Entries taken from a collection:
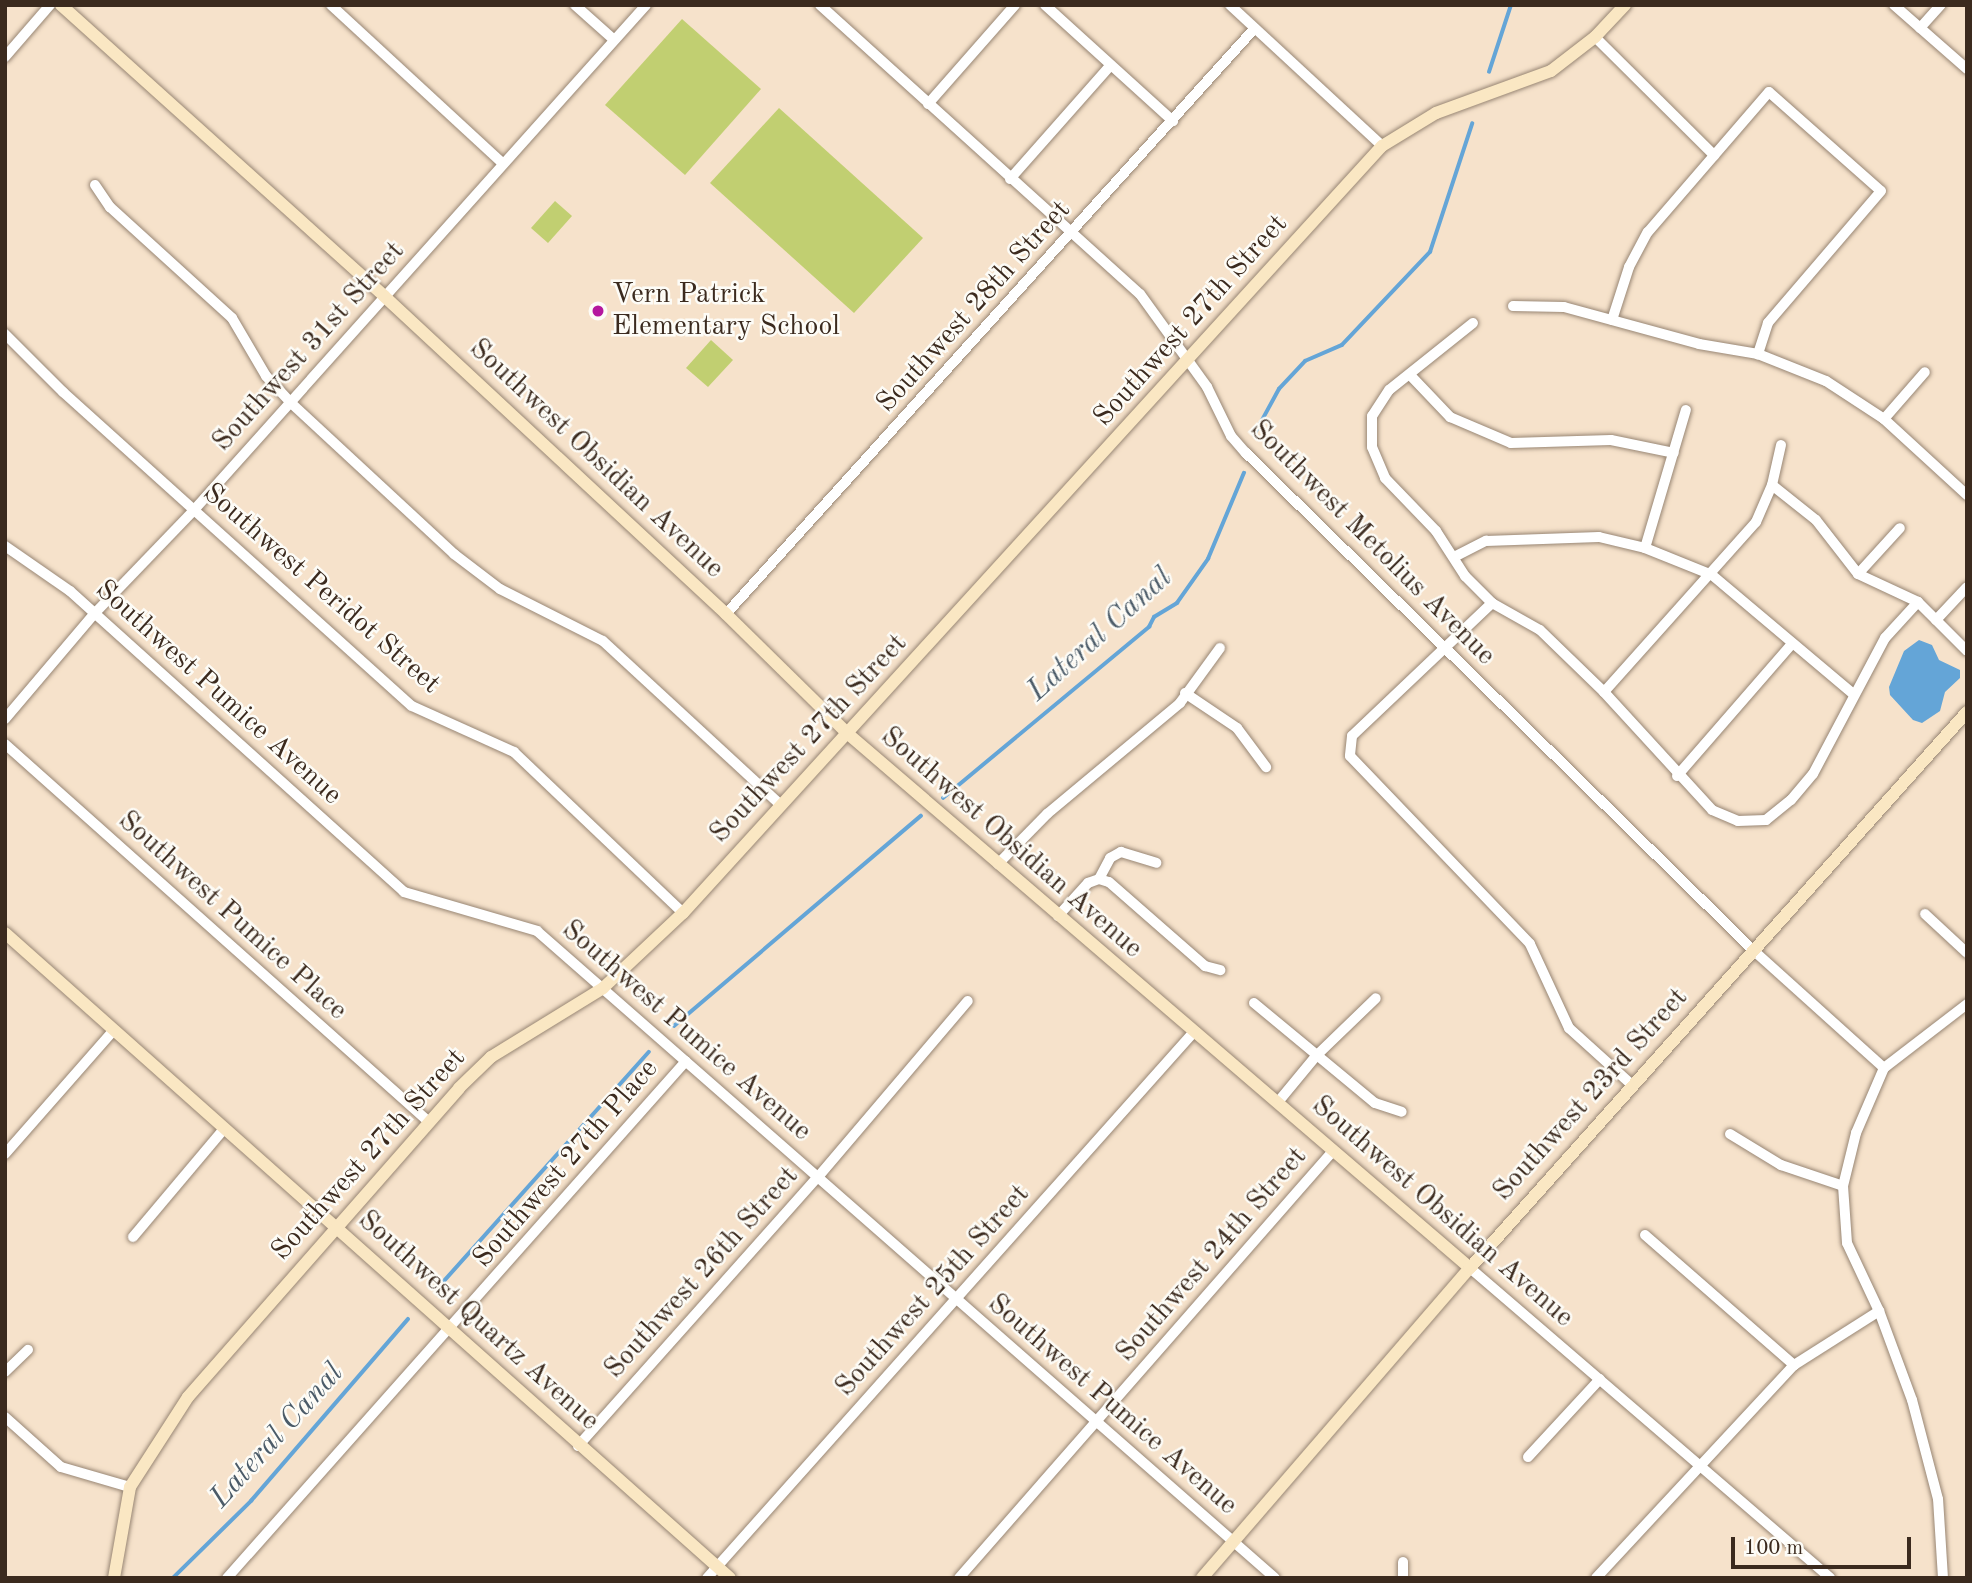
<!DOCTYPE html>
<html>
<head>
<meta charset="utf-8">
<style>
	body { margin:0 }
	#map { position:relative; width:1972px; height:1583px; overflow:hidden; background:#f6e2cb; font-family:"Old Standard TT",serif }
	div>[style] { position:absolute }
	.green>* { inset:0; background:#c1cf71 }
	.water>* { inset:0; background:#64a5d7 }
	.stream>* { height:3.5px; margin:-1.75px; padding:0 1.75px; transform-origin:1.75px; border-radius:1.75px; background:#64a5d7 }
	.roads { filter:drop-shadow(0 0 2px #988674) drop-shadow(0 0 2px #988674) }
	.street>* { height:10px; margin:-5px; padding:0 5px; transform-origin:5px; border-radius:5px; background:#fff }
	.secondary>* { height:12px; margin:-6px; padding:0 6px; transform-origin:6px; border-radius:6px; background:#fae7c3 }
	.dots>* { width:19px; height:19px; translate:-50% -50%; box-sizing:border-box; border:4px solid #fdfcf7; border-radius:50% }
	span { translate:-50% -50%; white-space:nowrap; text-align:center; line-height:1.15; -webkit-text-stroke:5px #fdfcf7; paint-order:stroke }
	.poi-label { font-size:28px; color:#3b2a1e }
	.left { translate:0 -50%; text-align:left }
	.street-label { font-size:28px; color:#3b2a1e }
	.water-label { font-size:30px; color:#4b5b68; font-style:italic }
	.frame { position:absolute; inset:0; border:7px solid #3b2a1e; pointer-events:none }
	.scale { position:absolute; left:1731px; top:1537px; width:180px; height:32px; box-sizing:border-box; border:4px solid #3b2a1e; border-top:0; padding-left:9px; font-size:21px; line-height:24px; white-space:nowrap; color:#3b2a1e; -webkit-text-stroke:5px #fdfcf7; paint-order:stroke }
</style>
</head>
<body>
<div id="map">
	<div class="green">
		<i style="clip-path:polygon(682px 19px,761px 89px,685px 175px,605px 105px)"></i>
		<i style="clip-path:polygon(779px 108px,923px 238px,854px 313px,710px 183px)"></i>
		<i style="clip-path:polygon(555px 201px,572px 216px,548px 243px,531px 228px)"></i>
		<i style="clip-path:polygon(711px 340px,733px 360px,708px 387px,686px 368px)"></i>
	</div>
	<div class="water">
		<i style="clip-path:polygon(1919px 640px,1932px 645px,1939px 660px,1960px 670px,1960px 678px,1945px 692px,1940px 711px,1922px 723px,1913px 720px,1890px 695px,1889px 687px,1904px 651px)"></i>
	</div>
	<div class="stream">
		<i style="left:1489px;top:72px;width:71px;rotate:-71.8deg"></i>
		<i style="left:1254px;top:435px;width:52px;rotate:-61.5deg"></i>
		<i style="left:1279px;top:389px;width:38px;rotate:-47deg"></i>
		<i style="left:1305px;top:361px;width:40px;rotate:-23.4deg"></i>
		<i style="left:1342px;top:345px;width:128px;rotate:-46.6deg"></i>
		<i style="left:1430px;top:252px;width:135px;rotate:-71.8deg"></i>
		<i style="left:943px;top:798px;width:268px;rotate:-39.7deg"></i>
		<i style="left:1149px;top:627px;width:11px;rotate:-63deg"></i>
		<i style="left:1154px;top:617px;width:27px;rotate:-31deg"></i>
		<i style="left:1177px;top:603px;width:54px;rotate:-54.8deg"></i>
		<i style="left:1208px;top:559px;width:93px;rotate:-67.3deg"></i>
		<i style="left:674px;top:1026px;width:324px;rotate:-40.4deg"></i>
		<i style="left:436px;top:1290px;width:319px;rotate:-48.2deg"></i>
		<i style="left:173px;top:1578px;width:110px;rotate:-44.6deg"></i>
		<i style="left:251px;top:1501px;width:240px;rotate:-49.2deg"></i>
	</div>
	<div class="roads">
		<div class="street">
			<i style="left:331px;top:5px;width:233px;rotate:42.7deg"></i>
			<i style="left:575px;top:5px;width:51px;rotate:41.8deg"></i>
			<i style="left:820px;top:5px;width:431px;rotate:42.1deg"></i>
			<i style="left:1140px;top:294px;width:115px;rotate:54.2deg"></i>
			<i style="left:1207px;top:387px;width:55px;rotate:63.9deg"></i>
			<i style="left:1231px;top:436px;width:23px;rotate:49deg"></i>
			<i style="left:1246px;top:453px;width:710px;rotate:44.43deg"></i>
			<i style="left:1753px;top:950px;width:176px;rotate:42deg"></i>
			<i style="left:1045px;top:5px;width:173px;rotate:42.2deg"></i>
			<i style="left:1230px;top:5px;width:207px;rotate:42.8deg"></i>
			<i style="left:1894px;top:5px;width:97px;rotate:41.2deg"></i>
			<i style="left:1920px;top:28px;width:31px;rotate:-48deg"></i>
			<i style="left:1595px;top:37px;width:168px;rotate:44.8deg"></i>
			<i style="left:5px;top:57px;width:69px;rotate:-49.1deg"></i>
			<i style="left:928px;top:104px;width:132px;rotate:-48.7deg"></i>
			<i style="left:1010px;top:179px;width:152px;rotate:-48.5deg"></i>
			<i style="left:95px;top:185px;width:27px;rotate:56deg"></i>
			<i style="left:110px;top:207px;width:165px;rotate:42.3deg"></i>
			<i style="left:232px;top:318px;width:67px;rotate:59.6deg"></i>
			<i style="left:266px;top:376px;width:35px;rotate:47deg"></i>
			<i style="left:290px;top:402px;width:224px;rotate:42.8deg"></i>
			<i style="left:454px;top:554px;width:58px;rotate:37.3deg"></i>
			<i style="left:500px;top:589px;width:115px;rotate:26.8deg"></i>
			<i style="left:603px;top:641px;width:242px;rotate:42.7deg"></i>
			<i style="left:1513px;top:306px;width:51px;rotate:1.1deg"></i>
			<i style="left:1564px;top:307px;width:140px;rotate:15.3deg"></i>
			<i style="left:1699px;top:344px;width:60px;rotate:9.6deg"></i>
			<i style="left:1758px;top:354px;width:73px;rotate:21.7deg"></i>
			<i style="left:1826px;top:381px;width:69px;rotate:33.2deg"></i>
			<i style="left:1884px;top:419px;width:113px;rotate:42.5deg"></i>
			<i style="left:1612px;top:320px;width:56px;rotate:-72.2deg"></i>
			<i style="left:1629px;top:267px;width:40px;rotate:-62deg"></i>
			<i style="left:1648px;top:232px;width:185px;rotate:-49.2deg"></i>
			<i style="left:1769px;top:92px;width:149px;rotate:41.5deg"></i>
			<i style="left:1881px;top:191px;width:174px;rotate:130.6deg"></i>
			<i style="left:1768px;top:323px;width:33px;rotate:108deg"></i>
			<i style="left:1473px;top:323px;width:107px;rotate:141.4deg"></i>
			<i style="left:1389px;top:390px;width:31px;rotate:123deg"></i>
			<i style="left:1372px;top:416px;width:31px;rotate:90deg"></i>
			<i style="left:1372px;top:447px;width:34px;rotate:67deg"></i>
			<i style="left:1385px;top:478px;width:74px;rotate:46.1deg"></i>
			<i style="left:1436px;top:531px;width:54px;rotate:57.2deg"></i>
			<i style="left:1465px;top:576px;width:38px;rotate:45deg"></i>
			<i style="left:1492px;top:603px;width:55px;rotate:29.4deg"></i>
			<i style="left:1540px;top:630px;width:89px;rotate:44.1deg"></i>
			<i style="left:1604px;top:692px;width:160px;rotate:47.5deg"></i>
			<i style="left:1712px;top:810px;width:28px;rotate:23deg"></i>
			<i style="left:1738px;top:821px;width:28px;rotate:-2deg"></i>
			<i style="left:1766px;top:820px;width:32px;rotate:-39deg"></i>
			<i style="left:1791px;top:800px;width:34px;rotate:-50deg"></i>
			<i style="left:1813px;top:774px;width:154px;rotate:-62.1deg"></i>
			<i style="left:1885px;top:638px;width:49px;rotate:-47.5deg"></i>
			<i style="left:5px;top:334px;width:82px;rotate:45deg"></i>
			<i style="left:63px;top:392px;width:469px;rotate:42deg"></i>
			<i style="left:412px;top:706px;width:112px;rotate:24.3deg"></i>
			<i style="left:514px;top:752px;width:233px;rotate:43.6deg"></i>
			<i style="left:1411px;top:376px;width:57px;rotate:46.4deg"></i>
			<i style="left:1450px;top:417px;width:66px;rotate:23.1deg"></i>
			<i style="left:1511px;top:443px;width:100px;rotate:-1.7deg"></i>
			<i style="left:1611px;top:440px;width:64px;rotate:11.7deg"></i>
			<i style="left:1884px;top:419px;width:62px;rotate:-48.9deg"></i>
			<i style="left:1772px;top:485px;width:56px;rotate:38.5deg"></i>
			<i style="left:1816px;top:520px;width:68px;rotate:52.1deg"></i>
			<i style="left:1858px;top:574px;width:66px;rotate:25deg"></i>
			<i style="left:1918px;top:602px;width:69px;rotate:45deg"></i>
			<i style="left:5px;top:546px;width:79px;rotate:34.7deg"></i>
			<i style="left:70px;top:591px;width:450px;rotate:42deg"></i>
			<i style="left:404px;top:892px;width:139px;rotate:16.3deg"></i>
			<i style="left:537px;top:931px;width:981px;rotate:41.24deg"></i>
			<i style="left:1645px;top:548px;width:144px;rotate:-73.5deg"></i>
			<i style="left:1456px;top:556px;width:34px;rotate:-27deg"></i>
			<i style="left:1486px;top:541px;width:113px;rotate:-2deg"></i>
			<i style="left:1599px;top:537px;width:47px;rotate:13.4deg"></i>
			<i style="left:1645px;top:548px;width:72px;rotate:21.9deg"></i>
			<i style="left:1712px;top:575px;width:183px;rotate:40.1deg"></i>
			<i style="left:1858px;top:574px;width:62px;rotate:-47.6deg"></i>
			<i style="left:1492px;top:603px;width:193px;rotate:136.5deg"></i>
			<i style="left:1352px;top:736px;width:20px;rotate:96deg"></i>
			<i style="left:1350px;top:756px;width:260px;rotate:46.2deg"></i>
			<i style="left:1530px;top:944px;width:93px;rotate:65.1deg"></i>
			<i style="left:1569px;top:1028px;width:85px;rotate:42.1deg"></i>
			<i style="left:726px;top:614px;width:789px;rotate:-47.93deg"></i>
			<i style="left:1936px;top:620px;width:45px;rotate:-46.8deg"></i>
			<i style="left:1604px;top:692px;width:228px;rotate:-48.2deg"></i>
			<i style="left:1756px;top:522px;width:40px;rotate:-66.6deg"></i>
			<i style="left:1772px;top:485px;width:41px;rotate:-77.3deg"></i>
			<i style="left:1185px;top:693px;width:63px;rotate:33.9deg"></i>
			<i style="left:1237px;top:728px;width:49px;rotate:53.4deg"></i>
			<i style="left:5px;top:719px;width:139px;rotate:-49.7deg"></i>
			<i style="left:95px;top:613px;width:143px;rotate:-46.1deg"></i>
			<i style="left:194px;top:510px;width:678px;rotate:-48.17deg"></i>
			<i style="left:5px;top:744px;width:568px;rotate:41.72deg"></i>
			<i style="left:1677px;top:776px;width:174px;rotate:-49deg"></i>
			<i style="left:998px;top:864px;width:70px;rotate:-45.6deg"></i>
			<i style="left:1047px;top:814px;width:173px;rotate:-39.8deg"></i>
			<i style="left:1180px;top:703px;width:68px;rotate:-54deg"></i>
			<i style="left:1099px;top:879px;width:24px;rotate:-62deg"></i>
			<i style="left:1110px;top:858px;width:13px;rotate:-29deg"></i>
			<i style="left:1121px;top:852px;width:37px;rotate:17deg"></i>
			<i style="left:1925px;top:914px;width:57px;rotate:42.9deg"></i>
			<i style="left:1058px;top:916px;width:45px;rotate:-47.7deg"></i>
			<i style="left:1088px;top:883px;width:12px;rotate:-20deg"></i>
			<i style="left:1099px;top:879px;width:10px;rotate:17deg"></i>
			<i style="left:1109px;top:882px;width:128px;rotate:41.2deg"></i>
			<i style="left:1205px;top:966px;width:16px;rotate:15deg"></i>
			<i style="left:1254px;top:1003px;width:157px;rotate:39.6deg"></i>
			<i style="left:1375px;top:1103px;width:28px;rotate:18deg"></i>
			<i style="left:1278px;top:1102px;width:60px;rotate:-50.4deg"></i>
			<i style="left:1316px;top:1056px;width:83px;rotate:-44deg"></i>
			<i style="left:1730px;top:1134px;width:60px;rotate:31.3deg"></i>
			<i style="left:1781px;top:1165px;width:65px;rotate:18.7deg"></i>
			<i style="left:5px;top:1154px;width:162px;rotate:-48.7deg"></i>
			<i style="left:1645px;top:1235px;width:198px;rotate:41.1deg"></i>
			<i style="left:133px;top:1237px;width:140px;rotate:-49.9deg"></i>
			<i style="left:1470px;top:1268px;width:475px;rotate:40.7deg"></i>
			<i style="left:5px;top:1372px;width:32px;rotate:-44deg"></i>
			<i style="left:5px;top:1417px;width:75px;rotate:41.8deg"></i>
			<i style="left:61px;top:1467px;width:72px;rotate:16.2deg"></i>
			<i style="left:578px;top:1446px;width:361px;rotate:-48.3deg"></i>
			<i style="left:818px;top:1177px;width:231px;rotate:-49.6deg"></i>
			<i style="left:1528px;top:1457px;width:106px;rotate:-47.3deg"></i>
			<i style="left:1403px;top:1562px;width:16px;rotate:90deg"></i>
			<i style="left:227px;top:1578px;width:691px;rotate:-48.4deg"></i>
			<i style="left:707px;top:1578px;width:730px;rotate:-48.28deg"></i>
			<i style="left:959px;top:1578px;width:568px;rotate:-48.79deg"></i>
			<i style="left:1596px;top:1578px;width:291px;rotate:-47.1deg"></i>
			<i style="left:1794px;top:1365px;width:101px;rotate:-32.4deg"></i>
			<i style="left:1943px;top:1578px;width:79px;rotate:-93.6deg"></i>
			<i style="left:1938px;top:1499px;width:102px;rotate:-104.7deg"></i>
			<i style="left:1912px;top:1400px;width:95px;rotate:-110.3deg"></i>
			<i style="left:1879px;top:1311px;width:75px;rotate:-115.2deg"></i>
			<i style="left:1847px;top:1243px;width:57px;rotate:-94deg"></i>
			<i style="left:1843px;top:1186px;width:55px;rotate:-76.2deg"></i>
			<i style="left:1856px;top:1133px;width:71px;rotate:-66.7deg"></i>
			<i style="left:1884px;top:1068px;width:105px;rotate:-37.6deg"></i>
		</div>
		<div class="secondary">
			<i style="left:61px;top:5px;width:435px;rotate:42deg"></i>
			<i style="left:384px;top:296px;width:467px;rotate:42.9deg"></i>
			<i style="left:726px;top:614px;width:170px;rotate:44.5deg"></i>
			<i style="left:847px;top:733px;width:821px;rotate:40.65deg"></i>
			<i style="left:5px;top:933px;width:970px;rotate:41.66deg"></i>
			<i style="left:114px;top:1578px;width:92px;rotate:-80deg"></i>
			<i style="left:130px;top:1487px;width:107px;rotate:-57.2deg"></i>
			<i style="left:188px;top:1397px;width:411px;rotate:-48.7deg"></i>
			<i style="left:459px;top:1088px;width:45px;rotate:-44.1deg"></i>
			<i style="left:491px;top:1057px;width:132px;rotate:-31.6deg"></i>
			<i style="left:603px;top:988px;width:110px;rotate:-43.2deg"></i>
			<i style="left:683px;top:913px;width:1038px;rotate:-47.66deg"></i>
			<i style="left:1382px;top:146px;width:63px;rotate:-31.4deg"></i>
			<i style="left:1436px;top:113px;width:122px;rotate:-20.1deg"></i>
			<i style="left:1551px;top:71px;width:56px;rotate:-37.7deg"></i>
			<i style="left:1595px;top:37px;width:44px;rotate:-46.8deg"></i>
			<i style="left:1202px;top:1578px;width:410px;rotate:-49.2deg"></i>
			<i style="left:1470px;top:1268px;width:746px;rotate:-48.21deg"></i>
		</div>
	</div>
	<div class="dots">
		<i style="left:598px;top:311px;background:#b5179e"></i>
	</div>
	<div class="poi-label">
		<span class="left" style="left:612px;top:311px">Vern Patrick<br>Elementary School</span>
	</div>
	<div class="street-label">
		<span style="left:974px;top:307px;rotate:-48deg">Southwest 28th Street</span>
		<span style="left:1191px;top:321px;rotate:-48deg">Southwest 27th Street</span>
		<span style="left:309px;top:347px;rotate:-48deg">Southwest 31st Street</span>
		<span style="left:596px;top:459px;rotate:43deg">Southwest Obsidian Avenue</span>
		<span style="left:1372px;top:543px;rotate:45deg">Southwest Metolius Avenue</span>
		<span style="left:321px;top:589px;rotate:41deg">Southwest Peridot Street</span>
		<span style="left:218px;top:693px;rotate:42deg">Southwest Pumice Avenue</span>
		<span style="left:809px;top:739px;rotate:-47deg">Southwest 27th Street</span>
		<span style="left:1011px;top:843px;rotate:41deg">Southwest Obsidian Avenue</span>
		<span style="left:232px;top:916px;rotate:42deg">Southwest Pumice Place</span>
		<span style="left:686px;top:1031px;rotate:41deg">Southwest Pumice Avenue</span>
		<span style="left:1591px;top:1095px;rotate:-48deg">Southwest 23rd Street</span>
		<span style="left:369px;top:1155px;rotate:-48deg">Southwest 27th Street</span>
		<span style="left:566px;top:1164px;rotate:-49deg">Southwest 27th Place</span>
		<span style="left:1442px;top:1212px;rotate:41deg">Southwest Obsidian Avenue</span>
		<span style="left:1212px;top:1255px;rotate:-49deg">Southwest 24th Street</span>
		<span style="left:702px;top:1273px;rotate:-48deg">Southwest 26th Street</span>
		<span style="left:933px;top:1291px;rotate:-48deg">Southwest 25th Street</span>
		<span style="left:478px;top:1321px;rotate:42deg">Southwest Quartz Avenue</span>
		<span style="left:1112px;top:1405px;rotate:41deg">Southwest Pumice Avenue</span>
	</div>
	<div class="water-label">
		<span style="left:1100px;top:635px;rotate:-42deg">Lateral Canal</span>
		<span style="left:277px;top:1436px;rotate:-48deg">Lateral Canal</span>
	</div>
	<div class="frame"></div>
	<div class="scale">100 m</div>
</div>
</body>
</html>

INSTRUCTIONS TO FOLLOW: Every line of the entries above that includes "stream" should be copied.

ANSWER SPACE:
	.stream>* { height:3.5px; margin:-1.75px; padding:0 1.75px; transform-origin:1.75px; border-radius:1.75px; background:#64a5d7 }
	<div class="stream">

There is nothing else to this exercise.